Varenicline is a nicotine partial agonist that has some nicotine-like effects, but also blocks the effects of nicotine.  In several trials, its efficacy appears to be greater than that of NRT or bupropion (Fagerström & Hughes, 2008).  The most common side effect is nausea (30-40%), sometimes with vomiting.  To minimize the risk or severity of nausea, varenicline is initiated at 0.5 mg daily doses, and then gradually escalated to the full therapeutic dose of 1.0 mg twice daily. In most smokers nausea resolves over the course of treatment. Varenicline may also cause insomnia and abnormal/vivid dreams. In long-term studies, <10% of patients have to stop varenicline due to adverse events (Williams et al., 2007) and serious adverse events are rare (Cahill et al., 2007). Varenicline is not self-administered by animals and appears to have little, if any, abuse liability (McColl et al., 2008).

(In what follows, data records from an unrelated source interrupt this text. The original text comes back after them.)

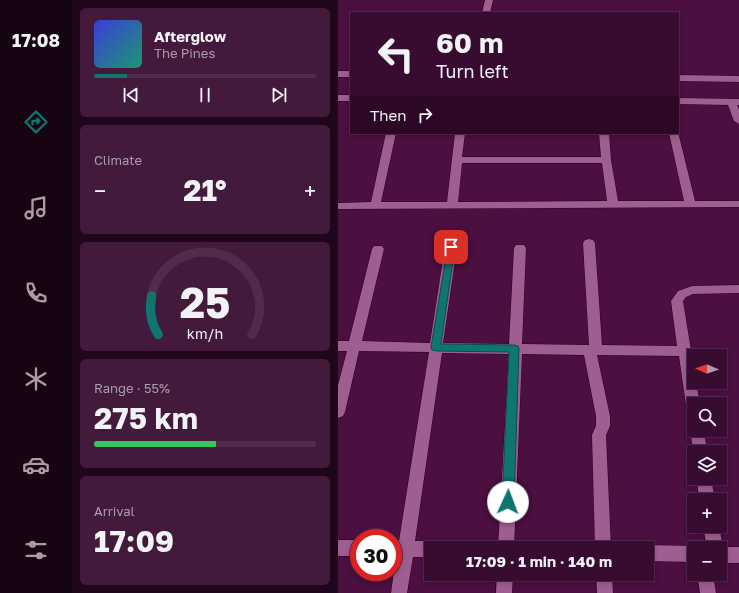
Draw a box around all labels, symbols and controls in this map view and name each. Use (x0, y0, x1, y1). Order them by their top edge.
text: 60 m (436, 26, 503, 59)
text: Afterglow (154, 27, 226, 45)
icon: left (370, 28, 422, 80)
text: 17:08 (12, 29, 60, 51)
text: The Pines (154, 45, 215, 61)
text: Turn left (436, 60, 509, 82)
icon: previous (120, 84, 142, 106)
icon: pause (194, 84, 216, 106)
icon: next (268, 84, 290, 106)
icon: right (414, 104, 436, 126)
text: Then (370, 106, 406, 124)
icon: directions (22, 108, 50, 136)
text: Climate (94, 152, 142, 168)
text: 21° (183, 172, 227, 208)
text: − (94, 177, 106, 204)
text: + (304, 177, 316, 204)
icon: music (22, 194, 50, 222)
pin (434, 230, 468, 264)
icon: arrive (440, 236, 462, 258)
text: 25 (180, 276, 230, 326)
icon: phone (22, 279, 50, 307)
text: km/h (187, 324, 223, 341)
north arrow (687, 349, 727, 389)
map controls (687, 349, 727, 581)
icon: climate (22, 365, 50, 393)
text: Range · 55% (94, 380, 170, 396)
button: search (687, 397, 727, 437)
text: 275 km (94, 400, 198, 436)
button: layers (687, 445, 727, 485)
icon: car (22, 451, 50, 479)
position arrow (487, 481, 529, 523)
button: + (687, 493, 727, 533)
text: Arrival (94, 503, 135, 519)
text: 17:09 (94, 523, 174, 559)
speed limit sign: 30 (350, 529, 402, 581)
icon: filters (22, 536, 50, 564)
button: − (687, 541, 727, 581)
text: 17:09 · 1 min · 140 m (466, 552, 612, 570)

Although psychiatric disturbances were not observed in the several clinical trials (Tonstad et al., 2010), there are a number of post-marketing reports of psychiatric disturbances, including suicide, in smokers taking varenicline. Some of these may have been due to tobacco withdrawal (Hughes, 2008) but several were reported occurring among non abstinent smokers. Warnings have been issued by the US FDA, the Australian TGA, and the European EMEA to prescribe varenicline with caution among smokers with current or past psychiatric disorders. The US and Australian new warning states that "there have been reports of depressed mood, agitation, changes in behavior, suicidal ideation and suicide in patients attempting to quit smoking while taking Chantix/Champix", and "Because these events are reported voluntarily from a population of uncertain size, it is not always possible to reliably estimate their frequency or establish a causal relationship to drug exposure." A mechanism by which varenicline would cause psychiatric events (but NRT would not) is unclear and a large post-marketing study did not find an association with psychiatric problems (Gunnell et al., 2009). In a report (Stapleton et al., 2008), varenicline was reported to be effective and safe in routine treatment of tobacco dependence, in smokers with or without mental illness  Varenicline is excreted from the body entirely by the kidneys, so side effects may be expected to be greater if administered in full doses to smokers with severe kidney disease.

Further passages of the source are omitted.